STUDY DESIGN-Prospective study with synovial fluid sampling from diseased and contralateral unaffected joints at 0, 1.5, and 5 months.
SAMPLE POPULATION-Eleven dogs with unilateral CCL deficiency, with unaffected contralateral joints.
METHODS-IGF-I and IGF-II concentrations in synovial fluids were estimated by radioimmunoassay at 0, 1.5, and 5 months; Western ligand blotting was performed for intact IGFBPs at 0, 1.5, 5, and 9 months. Both stifle joints were radiographed at 0, 7, and 13 months.

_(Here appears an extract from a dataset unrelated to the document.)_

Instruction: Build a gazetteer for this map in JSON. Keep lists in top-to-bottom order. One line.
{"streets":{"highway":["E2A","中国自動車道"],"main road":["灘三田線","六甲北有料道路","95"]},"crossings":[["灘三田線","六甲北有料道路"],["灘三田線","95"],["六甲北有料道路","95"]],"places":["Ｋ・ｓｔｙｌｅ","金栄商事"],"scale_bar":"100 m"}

RESULTS-The IGF system is altered after CCL rupture and during development of early OA. Mean IGF-I and IGF-II concentrations in index stifle joints at study entry were 201.6 microg/mL and 345.7 microg/mL, respectively, compared with 57.7 microg/mL and 79.4 microg/mL, respectively, for contralateral joints. Index joint IGF concentrations increased after surgical treatment and then declined, although they remained higher than contralateral joints. Index joints had increases in IGFBP-3 and -4, and a decrease in IGFBP-2 expression compared with contralateral joints. CONCLUSIONS-Although IGF concentrations are increased in canine OA, alterations in IGFBP profiles may limit the tissue availability of IGF.
CLINICAL RELEVANCE-Manipulation of the IGF system may provide an opportunity for novel treatments of OA in dogs.